THE FREEDOM CENTER: GOOD RIDDANCE

NEW YORK POST Editorial
September 29, 2005

Gov. Pataki put the International Freedom Center out of its misery yesterday. Good for him.

"There remains too much opposi tion, too much controversy over the programming of the IFC, and we must move forward with our first priority — the creation of an inspiring memorial," Pataki said. "The IFC cannot be located on the memorial quadrant."

Again, good for the governor.

And, if you don't mind, we'll indulge in a little back-patting, too — of ourselves.

After all, from the moment Debra Burlingame — whose brother was a pilot of one of the hijacked 9/11 planes — blew the whistle on the Freedom Center, The Post waged a relentless fight to keep it away from Ground Zero.

Month after month, we made the case for moving it elsewhere, imploring the governor and mayor to take action.

"The International Freedom Center is to be a 250,000-square-foot museum with a self-professed mission to 'harness the power of history and use it as a springboard for contemporary dialogue and debate' on the meaning of freedom," we wrote back in June.

" 'Dialogue and debate,' huh?

"Time to reach for the revolver.

"Because odds are that, at the end of the day, this center won't focus on freedom's triumphs, so much as on its failures — particularly those in which America can be painted as the culprit."

Others, like The New York Times and the Daily News — whether out of innocent naiveté or outright sympathy for the IFC's America-bashing agenda — took the opposite approach.

The Times actually attacked Burlingame and her supporters for having the nerve to challenge what the Gray Lady deemed a noble cause.

The Snooze sat on the fence for months, scratching its head, wondering if some compromise could be worked out.

On Sunday, a News editorial urged officials to give the center's sponsors "the go-ahead to keep developing their plans while trying to build public support."

Exquisite timing, no?

Burlingame herself credited The Post with playing a key role in turning the tide and getting officials to act.

"The New York Post was instrumental in helping us with this fight," Burlingame said yesterday. "The New York Post recognized what was at stake here . . .

"The New York Post never let go of this issue when other papers were twiddling their thumbs."

You're welcome, Debra.

And we don't mind saying we're grateful — America is grateful — that you took up the cause in the first place.
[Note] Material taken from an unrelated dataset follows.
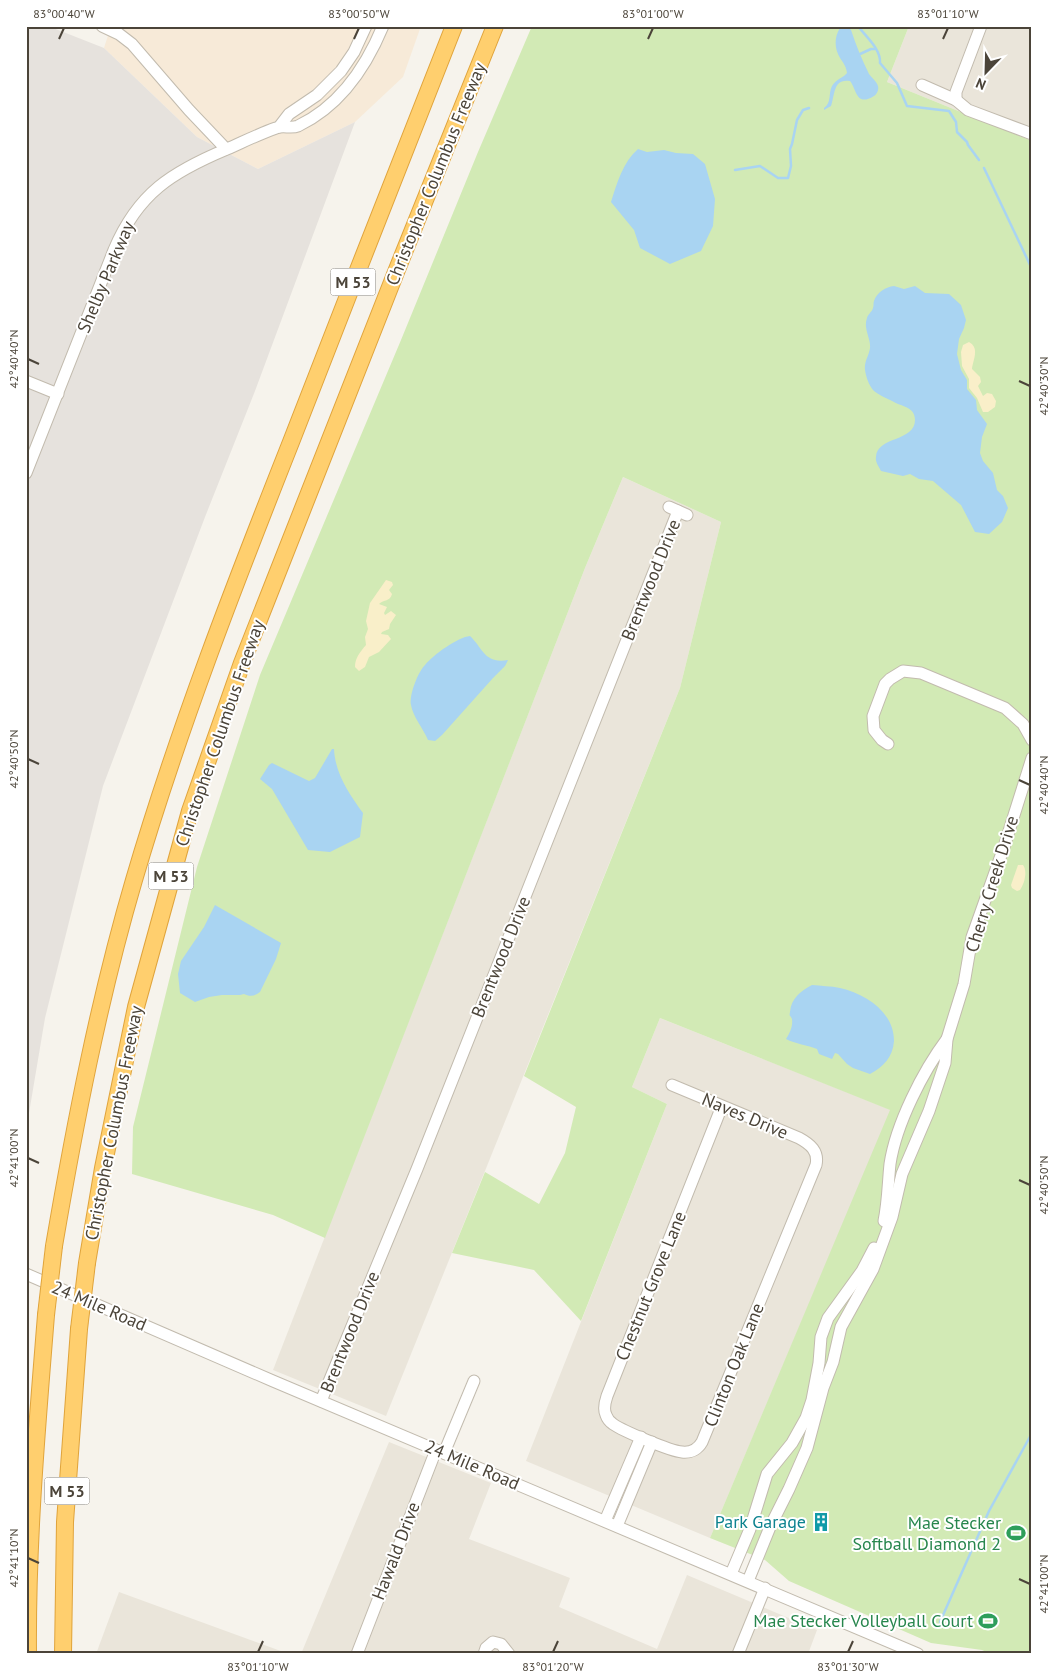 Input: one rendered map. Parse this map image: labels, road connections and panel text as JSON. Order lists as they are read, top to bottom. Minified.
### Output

Over the course of the past few weeks, more and more folks climbed aboard.

Last Friday, New York's junior senator, Hillary Clinton, issued an exclusive statement to The Post, saying that she couldn't support the plan.

"I am troubled by the serious concerns family members and first responders have expressed to me," Clinton said. "I do not believe we can move forward until it . . . addresses their concerns."

Former Mayor Rudy Giuliani — who speaks with singular authority — also weighed in: "They should change the whole concept and scrap [the] plans and focus it on 9/11. I think it's a mistake."

That, after condemnations by the city's firefighters union, which lost 343 members on that grim day, and the police union, which lost 23.

There were even plans by three local congressmen to launch a congressional probe into the use of federal funds at Ground Zero.

Not to mention Burlingame herself — plus at least 15 groups representing 9/11 families and some 47,000 anti-museum petition-signers.

Of course, there were fence-sitters.

Most notably was state Attorney General Eliot Spitzer — who presumes to oversee Ground Zero as governor; he was being briefed on the center yesterday when Pataki killed the idea.

New York's senior senator, Chuck Schumer, too, believed it was possible to split the baby at Ground Zero.

As did Mayor Bloomberg: "Although I understand Gov. Pataki's decision, I am disappointed that we were not able to find a way to reconcile the freedoms we hold so dear with the sanctity of the site," Hizzoner said.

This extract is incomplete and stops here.